Okay. I’m the absolute first to admit I don’t have much fashion sense. Any really. I go for comfort: not image. Think Anne Hathaway at the start of The Devil Wears Prada. As a matter of fact, shortly after I graduated college, I lived for 2+ years with two housemates who worked in clothing retail and that, my readers, are the only years I looked properly put together. Namely because my housemates wouldn’t let me out of the house looking like…well…a train wreck.
Still…I’ve read enough Glamour and Jane to know when things just don’t look right. Or are plain wrong. And this is what I. Just. Don’t. Get. about my boys:
- My boys won’t wear jeans. Okay… this one I understand the most. They say they’re uncomfortable. I whole-heartedly disagree, but at least they have a reason. About the only times I can force the boys into jeans are when they’re required for a school performance, when they’re camping, or when the grandparents are accompanying us to mass. And by the way, I’m sure all the moms out there understand how frigging’ easy it is for boys of any age to put a hole in the knee of track pants.
- My boys won’t wear long sleeves unless they’re sweatshirts. It’s perfectly acceptable to them to wear short-sleeve T-shirts no matter what the season or occasion. What does this mean exactly? It means in winter they each wear their 4 or 5 sweatshirts over and over and over again (along with their 5 or 6 track pants). It means they each have closets full of really nice long-sleeve T-shirts. Largely unworn. With the tags on. Note to my family readers: Don’t buy the boys long-sleeves. Ever.
- My boys can’t seem to match their socks to their clothes. One is big into the brightly colored socks. Brightly. Colored. I just don’t get it: If you wear track pants and a red t-shirt, why wouldn’t you wear your bright red socks? Because he also has bright neon green socks, too. And also, if you have tons of new bright socks as well as new socks from Christmas, why do you keep wearing your stand-bye smelly, fugly, hole-y socks that you take back out of the garbage if I throw out? And then there’s Thing 1: His socks are all over the house. Everywhere but the hamper. So it’s really not my fault that when he wears all dark clothes, all of his black socks aren’t clean and he’s relegated into white ones.

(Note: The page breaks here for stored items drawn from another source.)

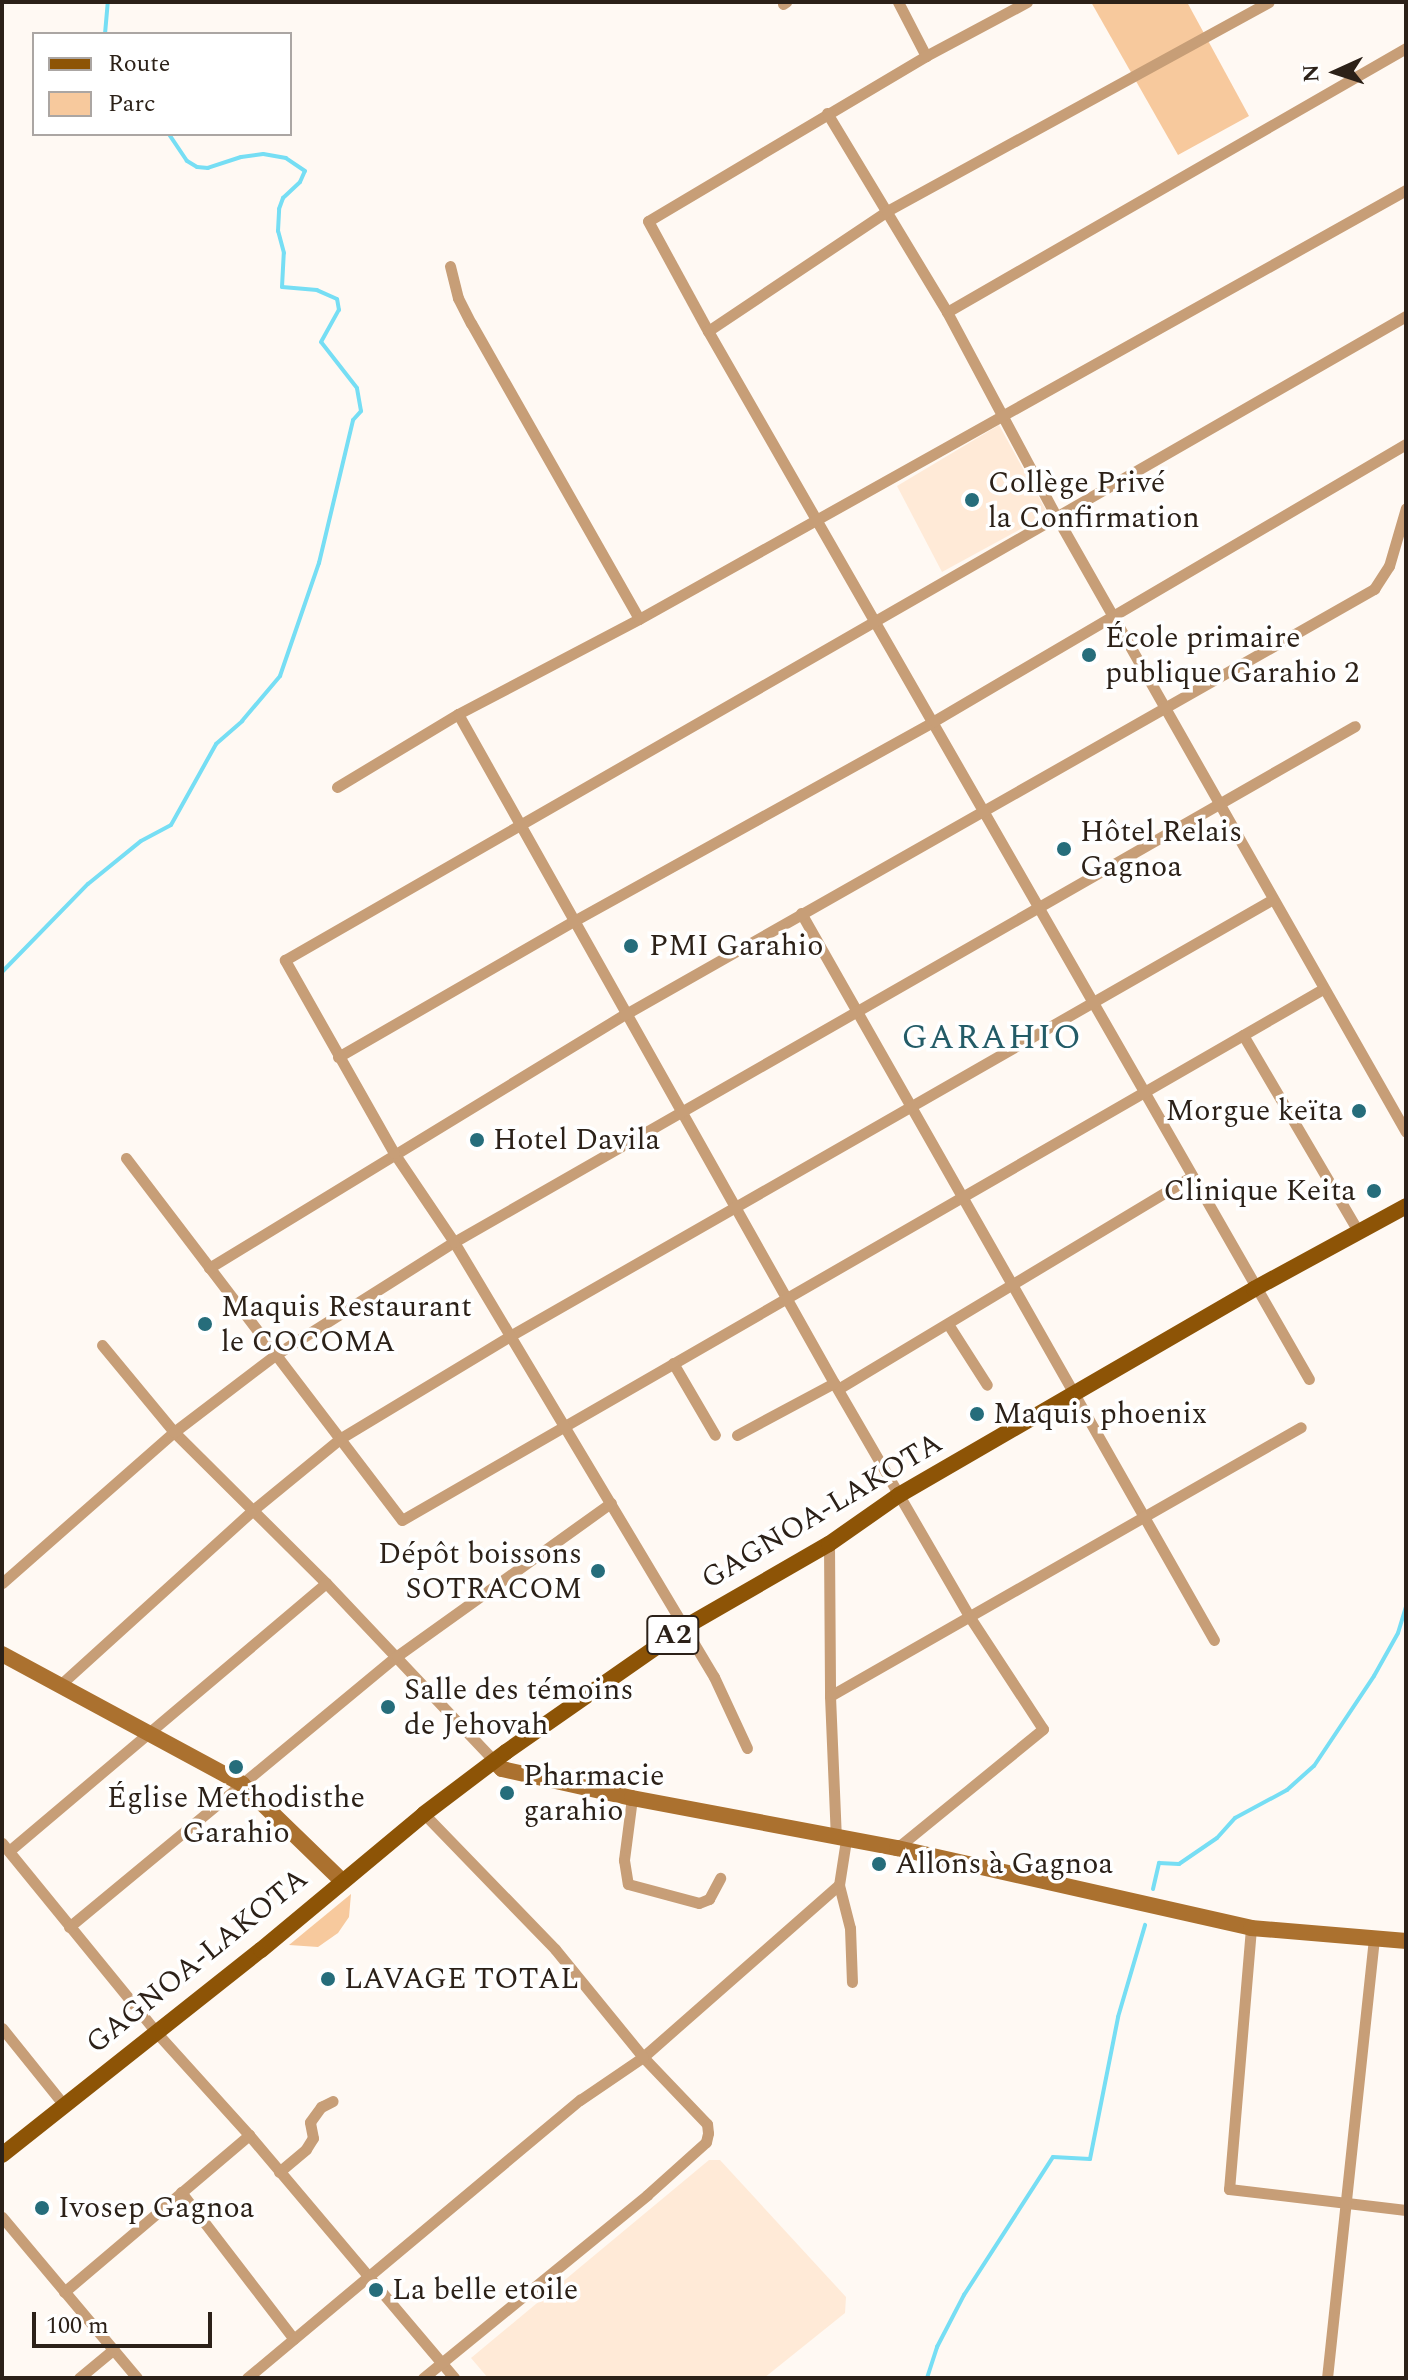 <!DOCTYPE html>
<meta charset="utf-8">
<style>
body{margin:0}
#map{position:relative;width:1408px;height:2380px;overflow:hidden;background:#fff9f3;font-family:Spectral,serif}
div>[style]{position:absolute}
.built>*{inset:0;background:#ffead7}
.green>*{inset:0;background:#f7c99d}
.stream>*{height:4px;margin:-2px;padding:0 2px;transform-origin:2px;border-radius:2px;background:#76def4}
.street>*{height:11px;margin:-5.5px;padding:0 5.5px;transform-origin:5.5px;border-radius:5.5px;background:#c79e77}
.secondary>*{height:16px;margin:-8px;padding:0 8px;transform-origin:8px;border-radius:8px;background:#ab712f}
.primary>*{height:16px;margin:-8px;padding:0 8px;transform-origin:8px;border-radius:8px;background:#8d5406}
.dots>*{width:22px;height:22px;translate:-50% -50%;box-sizing:border-box;border:4px solid #fff;border-radius:50%}
span{translate:-50% -50%;white-space:nowrap;text-align:center;line-height:1.15;-webkit-text-stroke:7px #fff;paint-order:stroke}
.shield-label span{padding:2px 6px;background:#fff;border:2px solid;border-radius:6px;-webkit-text-stroke-width:0}
.shield-label{font-size:28px;color:#2c2118;font-weight:700}
.poi-label{font-size:30px;color:#2c2118}
.left{translate:0 -50%;text-align:left}
.right{translate:-100% -50%;text-align:right}
.street-label{font-size:30px;color:#2c2118}
.quarter-label{font-size:34px;color:#245c67;letter-spacing:2px}
.frame{position:absolute;inset:0;border:4px solid #2c2118;pointer-events:none}
.legend{position:absolute;left:32px;top:32px;width:260px;height:104px;box-sizing:border-box;background:#fff;border:2px solid #aba6a3;margin:0;padding:10px 14px;list-style:none;font-size:24px;color:#2c2118}
.legend li{display:flex;align-items:center;gap:16px;height:40px}
.legend b{width:40px;border:2px solid #aba6a3}
.north{position:absolute;left:1296px;top:32px;width:80px;height:80px;-webkit-text-stroke:6px #fff;paint-order:stroke;rotate:267deg;font-size:22px;font-weight:700;line-height:32px;text-align:center;color:#2c2118}
.north::after{content:'';display:block;margin:auto;width:28px;height:36px;background:#2c2118;clip-path:polygon(50% 0,100% 100%,50% 72%,0 100%)}
.scale{position:absolute;left:32px;top:2312px;width:180px;height:36px;box-sizing:border-box;border:4px solid #2c2118;border-top:0;padding-left:10px;font-size:24px;line-height:28px;white-space:nowrap;color:#2c2118;-webkit-text-stroke:6px #fff;paint-order:stroke}
</style>
<div id="map">
<div class="built">
<i style="clip-path:polygon(999px 425px,1048px 514px,942px 572px,897px 486px)"></i>
<i style="clip-path:polygon(709px 2160px,720px 2160px,846px 2297px,845px 2313px,764px 2378px,488px 2378px,471px 2358px)"></i>
</div>
<div class="green">
<i style="clip-path:polygon(1091px 2px,1187px 2px,1249px 116px,1178px 155px)"></i>
<i style="clip-path:polygon(351px 1894px,349px 1917px,338px 1933px,318px 1947px,289px 1945px)"></i>
</div>
<div class="stream">
<i style="left:105px;top:34px;width:32px;rotate:-85deg"></i>
<i style="left:2px;top:972px;width:123px;rotate:-45.7deg"></i>
<i style="left:88px;top:884px;width:68px;rotate:-39.1deg"></i>
<i style="left:141px;top:841px;width:34px;rotate:-28deg"></i>
<i style="left:171px;top:825px;width:93px;rotate:-60.9deg"></i>
<i style="left:216px;top:744px;width:35px;rotate:-41deg"></i>
<i style="left:242px;top:721px;width:59px;rotate:-49.8deg"></i>
<i style="left:280px;top:676px;width:120px;rotate:-71deg"></i>
<i style="left:319px;top:563px;width:147px;rotate:-76.6deg"></i>
<i style="left:353px;top:420px;width:12px;rotate:-48deg"></i>
<i style="left:361px;top:411px;width:23px;rotate:-100deg"></i>
<i style="left:357px;top:388px;width:58px;rotate:-128deg"></i>
<i style="left:321px;top:342px;width:37px;rotate:-61deg"></i>
<i style="left:339px;top:310px;width:11px;rotate:-100deg"></i>
<i style="left:337px;top:299px;width:22px;rotate:-156deg"></i>
<i style="left:317px;top:290px;width:35px;rotate:-175deg"></i>
<i style="left:282px;top:287px;width:34px;rotate:-87deg"></i>
<i style="left:284px;top:253px;width:23px;rotate:-105deg"></i>
<i style="left:278px;top:231px;width:22px;rotate:-87deg"></i>
<i style="left:279px;top:209px;width:12px;rotate:-70deg"></i>
<i style="left:283px;top:198px;width:23px;rotate:-43deg"></i>
<i style="left:300px;top:182px;width:12px;rotate:-66deg"></i>
<i style="left:305px;top:171px;width:23px;rotate:-146deg"></i>
<i style="left:286px;top:158px;width:23px;rotate:-170deg"></i>
<i style="left:263px;top:154px;width:22px;rotate:172deg"></i>
<i style="left:241px;top:157px;width:35px;rotate:162deg"></i>
<i style="left:208px;top:168px;width:11px;rotate:-175deg"></i>
<i style="left:197px;top:167px;width:12px;rotate:-149deg"></i>
<i style="left:187px;top:161px;width:32px;rotate:-124deg"></i>
<i style="left:1153px;top:1889px;width:27px;rotate:-77deg"></i>
<i style="left:1159px;top:1863px;width:20px;rotate:3deg"></i>
<i style="left:1179px;top:1864px;width:46px;rotate:-34.4deg"></i>
<i style="left:1217px;top:1838px;width:27px;rotate:-48deg"></i>
<i style="left:1235px;top:1818px;width:59px;rotate:-28.3deg"></i>
<i style="left:1287px;top:1790px;width:36px;rotate:-42deg"></i>
<i style="left:1314px;top:1766px;width:108px;rotate:-56.3deg"></i>
<i style="left:1374px;top:1676px;width:49px;rotate:-60.8deg"></i>
<i style="left:1398px;top:1633px;width:27px;rotate:-73deg"></i>
<i style="left:927px;top:2378px;width:33px;rotate:-72deg"></i>
<i style="left:937px;top:2347px;width:59px;rotate:-62.6deg"></i>
<i style="left:964px;top:2295px;width:164px;rotate:-57.2deg"></i>
<i style="left:1053px;top:2157px;width:37px;rotate:3deg"></i>
<i style="left:1090px;top:2159px;width:145px;rotate:-78.8deg"></i>
<i style="left:1118px;top:2017px;width:96px;rotate:-73.6deg"></i>
</div>
<div class="street">
<i style="left:898px;top:2px;width:61px;rotate:62.6deg"></i>
<i style="left:1027px;top:2px;width:115px;rotate:151.9deg"></i>
<i style="left:926px;top:56px;width:323px;rotate:149.3deg"></i>
<i style="left:648px;top:221px;width:125px;rotate:61.4deg"></i>
<i style="left:708px;top:331px;width:1208px;rotate:60.17deg"></i>
<i style="left:783px;top:4px;width:4px;rotate:-34deg"></i>
<i style="left:827px;top:113px;width:232px;rotate:58.9deg"></i>
<i style="left:947px;top:312px;width:231px;rotate:61.9deg"></i>
<i style="left:1056px;top:516px;width:708px;rotate:60.4deg"></i>
<i style="left:450px;top:266px;width:33px;rotate:76deg"></i>
<i style="left:458px;top:298px;width:28px;rotate:63deg"></i>
<i style="left:471px;top:323px;width:340px;rotate:60.4deg"></i>
<i style="left:947px;top:312px;width:530px;rotate:-29.91deg"></i>
<i style="left:708px;top:331px;width:216px;rotate:-33.8deg"></i>
<i style="left:887px;top:211px;width:435px;rotate:-28.7deg"></i>
<i style="left:458px;top:714px;width:767px;rotate:60.66deg"></i>
<i style="left:834px;top:1383px;width:269px;rotate:59.9deg"></i>
<i style="left:969px;top:1616px;width:135px;rotate:56.8deg"></i>
<i style="left:1043px;top:1729px;width:188px;rotate:140.8deg"></i>
<i style="left:337px;top:787px;width:141px;rotate:-31.1deg"></i>
<i style="left:458px;top:714px;width:204px;rotate:-27.7deg"></i>
<i style="left:639px;top:619px;width:879px;rotate:-29.22deg"></i>
<i style="left:801px;top:913px;width:836px;rotate:60.4deg"></i>
<i style="left:1243px;top:1035px;width:229px;rotate:59.6deg"></i>
<i style="left:338px;top:1057px;width:270px;rotate:-30deg"></i>
<i style="left:572px;top:922px;width:414px;rotate:-29deg"></i>
<i style="left:934px;top:721px;width:547px;rotate:-30.41deg"></i>
<i style="left:126px;top:1158px;width:455px;rotate:52.7deg"></i>
<i style="left:402px;top:1520px;width:1063px;rotate:-29.97deg"></i>
<i style="left:209px;top:1268px;width:486px;rotate:-31.4deg"></i>
<i style="left:624px;top:1015px;width:863px;rotate:-29.6deg"></i>
<i style="left:1374px;top:589px;width:27px;rotate:-57deg"></i>
<i style="left:1389px;top:566px;width:60px;rotate:-73.7deg"></i>
<i style="left:948px;top:1324px;width:72px;rotate:57.4deg"></i>
<i style="left:102px;top:1345px;width:113px;rotate:50.4deg"></i>
<i style="left:174px;top:1432px;width:214px;rotate:44.8deg"></i>
<i style="left:326px;top:1583px;width:246px;rotate:46.6deg"></i>
<i style="left:673px;top:1363px;width:83px;rotate:59.7deg"></i>
<i style="left:838px;top:1389px;width:412px;rotate:-31deg"></i>
<i style="left:737px;top:1435px;width:110px;rotate:-28.2deg"></i>
<i style="left:829px;top:1544px;width:152px;rotate:89.6deg"></i>
<i style="left:830px;top:1696px;width:141px;rotate:87.6deg"></i>
<i style="left:2px;top:1583px;width:229px;rotate:-41.3deg"></i>
<i style="left:174px;top:1432px;width:127px;rotate:-37.3deg"></i>
<i style="left:275px;top:1355px;width:212px;rotate:-32.3deg"></i>
<i style="left:454px;top:1242px;width:1038px;rotate:-29.8deg"></i>
<i style="left:60px;top:1685px;width:261px;rotate:-42.2deg"></i>
<i style="left:253px;top:1510px;width:114px;rotate:-39.3deg"></i>
<i style="left:341px;top:1438px;width:197px;rotate:-31.1deg"></i>
<i style="left:510px;top:1336px;width:879px;rotate:-29.8deg"></i>
<i style="left:830px;top:1696px;width:542px;rotate:-29.73deg"></i>
<i style="left:747px;top:1748px;width:78px;rotate:-114.9deg"></i>
<i style="left:714px;top:1677px;width:507px;rotate:-120.87deg"></i>
<i style="left:454px;top:1242px;width:107px;rotate:-124deg"></i>
<i style="left:394px;top:1153px;width:222px;rotate:-119.5deg"></i>
<i style="left:285px;top:960px;width:1293px;rotate:-29.88deg"></i>
<i style="left:632px;top:1798px;width:63px;rotate:97.4deg"></i>
<i style="left:624px;top:1860px;width:24px;rotate:81deg"></i>
<i style="left:628px;top:1884px;width:73px;rotate:15deg"></i>
<i style="left:699px;top:1903px;width:11px;rotate:-22deg"></i>
<i style="left:709px;top:1899px;width:24px;rotate:-62deg"></i>
<i style="left:2px;top:1843px;width:244px;rotate:50.8deg"></i>
<i style="left:156px;top:2032px;width:139px;rotate:47.9deg"></i>
<i style="left:249px;top:2135px;width:318px;rotate:49.8deg"></i>
<i style="left:9px;top:1851px;width:415px;rotate:-40.2deg"></i>
<i style="left:839px;top:1885px;width:44px;rotate:75.7deg"></i>
<i style="left:850px;top:1928px;width:54px;rotate:87.9deg"></i>
<i style="left:69px;top:1927px;width:425px;rotate:-39.6deg"></i>
<i style="left:397px;top:1656px;width:263px;rotate:-35.6deg"></i>
<i style="left:1251px;top:1928px;width:262px;rotate:94.8deg"></i>
<i style="left:1229px;top:2189px;width:178px;rotate:6.8deg"></i>
<i style="left:2px;top:2028px;width:99px;rotate:51.2deg"></i>
<i style="left:279px;top:2172px;width:35px;rotate:-40deg"></i>
<i style="left:306px;top:2149px;width:13px;rotate:-58deg"></i>
<i style="left:313px;top:2138px;width:16px;rotate:-101deg"></i>
<i style="left:310px;top:2122px;width:19px;rotate:-54deg"></i>
<i style="left:321px;top:2107px;width:13px;rotate:-27deg"></i>
<i style="left:181px;top:2192px;width:185px;rotate:52.5deg"></i>
<i style="left:2px;top:2217px;width:210px;rotate:50deg"></i>
<i style="left:64px;top:2292px;width:243px;rotate:-40.3deg"></i>
<i style="left:79px;top:2378px;width:45px;rotate:-39.6deg"></i>
<i style="left:247px;top:2378px;width:434px;rotate:-39.9deg"></i>
<i style="left:580px;top:2100px;width:76px;rotate:-34.3deg"></i>
<i style="left:643px;top:2057px;width:261px;rotate:-41.3deg"></i>
<i style="left:839px;top:1885px;width:46px;rotate:-81.2deg"></i>
<i style="left:423px;top:2378px;width:289px;rotate:-39.2deg"></i>
<i style="left:647px;top:2195px;width:79px;rotate:-41.9deg"></i>
<i style="left:706px;top:2142px;width:9px;rotate:-77deg"></i>
<i style="left:708px;top:2133px;width:9px;rotate:-96deg"></i>
<i style="left:707px;top:2124px;width:93px;rotate:-133.7deg"></i>
<i style="left:643px;top:2057px;width:139px;rotate:-129.2deg"></i>
<i style="left:555px;top:1949px;width:188px;rotate:-134.1deg"></i>
<i style="left:1327px;top:2378px;width:443px;rotate:-83.9deg"></i>
</div>
<div class="secondary">
<i style="left:2px;top:1654px;width:273px;rotate:28.4deg"></i>
<i style="left:242px;top:1784px;width:138px;rotate:44.1deg"></i>
<i style="left:495px;top:1762px;width:10px;rotate:45deg"></i>
<i style="left:502px;top:1769px;width:133px;rotate:12.6deg"></i>
<i style="left:632px;top:1798px;width:270px;rotate:10.7deg"></i>
<i style="left:897px;top:1848px;width:363px;rotate:12.7deg"></i>
<i style="left:1251px;top:1928px;width:156px;rotate:4.8deg"></i>
</div>
<div class="primary">
<i style="left:2px;top:2155px;width:330px;rotate:-38.4deg"></i>
<i style="left:261px;top:1950px;width:212px;rotate:-39.8deg"></i>
<i style="left:424px;top:1814px;width:103px;rotate:-37.1deg"></i>
<i style="left:506px;top:1752px;width:218px;rotate:-34.9deg"></i>
<i style="left:685px;top:1627px;width:166px;rotate:-30deg"></i>
<i style="left:829px;top:1544px;width:85px;rotate:-35deg"></i>
<i style="left:899px;top:1495px;width:410px;rotate:-30.1deg"></i>
<i style="left:1254px;top:1289px;width:173px;rotate:-28.6deg"></i>
</div>
<div class="dots">
<i style="left:972px;top:500px;background:#266d7b"></i>
<i style="left:1089px;top:655px;background:#266d7b"></i>
<i style="left:1064px;top:849px;background:#266d7b"></i>
<i style="left:631px;top:946px;background:#266d7b"></i>
<i style="left:1359px;top:1111px;background:#266d7b"></i>
<i style="left:477px;top:1140px;background:#266d7b"></i>
<i style="left:1374px;top:1191px;background:#266d7b"></i>
<i style="left:205px;top:1324px;background:#266d7b"></i>
<i style="left:977px;top:1414px;background:#266d7b"></i>
<i style="left:598px;top:1571px;background:#266d7b"></i>
<i style="left:388px;top:1707px;background:#266d7b"></i>
<i style="left:236px;top:1767px;background:#266d7b"></i>
<i style="left:507px;top:1793px;background:#266d7b"></i>
<i style="left:879px;top:1864px;background:#266d7b"></i>
<i style="left:328px;top:1979px;background:#266d7b"></i>
<i style="left:42px;top:2208px;background:#266d7b"></i>
<i style="left:376px;top:2290px;background:#266d7b"></i>
</div>
<div class="shield-label">
<span style="left:673px;top:1635px">A2</span>
</div>
<div class="poi-label">
<span class="left" style="left:988px;top:500px">Collège Privé<br>la Confirmation</span>
<span class="left" style="left:1105px;top:655px">École primaire<br>publique Garahio 2</span>
<span class="left" style="left:1080px;top:849px">Hôtel Relais<br>Gagnoa</span>
<span class="left" style="left:649px;top:946px">PMI Garahio</span>
<span class="right" style="left:1343px;top:1111px">Morgue keïta</span>
<span class="left" style="left:493px;top:1140px">Hotel Davila</span>
<span class="right" style="left:1356px;top:1191px">Clinique Keita</span>
<span class="left" style="left:221px;top:1324px">Maquis Restaurant<br>le COCOMA</span>
<span class="left" style="left:993px;top:1414px">Maquis phoenix</span>
<span class="right" style="left:582px;top:1571px">Dépôt boissons<br>SOTRACOM</span>
<span class="left" style="left:404px;top:1707px">Salle des témoins<br>de Jehovah</span>
<span class="left" style="left:523px;top:1793px">Pharmacie<br>garahio</span>
<span style="left:236px;top:1815px">Église Methodisthe<br>Garahio</span>
<span class="left" style="left:895px;top:1864px">Allons à Gagnoa</span>
<span class="left" style="left:344px;top:1979px">LAVAGE TOTAL</span>
<span class="left" style="left:58px;top:2208px">Ivosep Gagnoa</span>
<span class="left" style="left:392px;top:2290px">La belle etoile</span>
</div>
<div class="street-label">
<span style="left:822px;top:1511px;rotate:-31deg">GAGNOA-LAKOTA</span>
<span style="left:197px;top:1961px;rotate:-39deg">GAGNOA-LAKOTA</span>
</div>
<div class="quarter-label">
<span style="left:992px;top:1039px">GARAHIO</span>
</div>
<div class="frame"></div>
<ul class="legend">
<li><b style="height:10px;background:#8d5406"></b>Route</li>
<li><b style="height:22px;background:#f7c99d"></b>Parc</li>
</ul>
<div class="north">N</div>
<div class="scale">100 m</div>
</div>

- One boy won’t wear button shirts. If I pull one out of the closet for a wedding or school picture it’s accompanied by screaming and full-on rage mode. Rage mode is quite scary. It’s like he remembers when he was a baby that I wouldn’t put him in buttons for fear one would come off and he’d choke on it. And 10+ years later he still hasn’t forgotten this baby tip. Buttons to Thing 2 are like styrofoam to Bolt.
- The other boy thinks it’s perfectly acceptable to walk out of the house in five wildly clashing shades of blue. Or four different colors of camouflage. I get that in girls, particularly toddlers and pre-schoolers, mis-matched patterns are often stylish. Especially that ill-colored but totally necessary tutu fashion accessory. But not on boys. I can’t stand it when he leaves the house looking like he’s going out hunting but first wants the deer to be scared off bellowing.
So there you go: my top 5. If I thought even longer and harder about it, I could probably come up with at least ten more. But if I don’t get this post published soon, I never will. I will thank the recent snow-pocalypses for giving me two extra minutes to get this done. And by the way, as I sit here typing, I am wearing jeans, a green sweatshirt (because, after all, it is February) and matching socks with green on them. Because I don’t roll like my homies.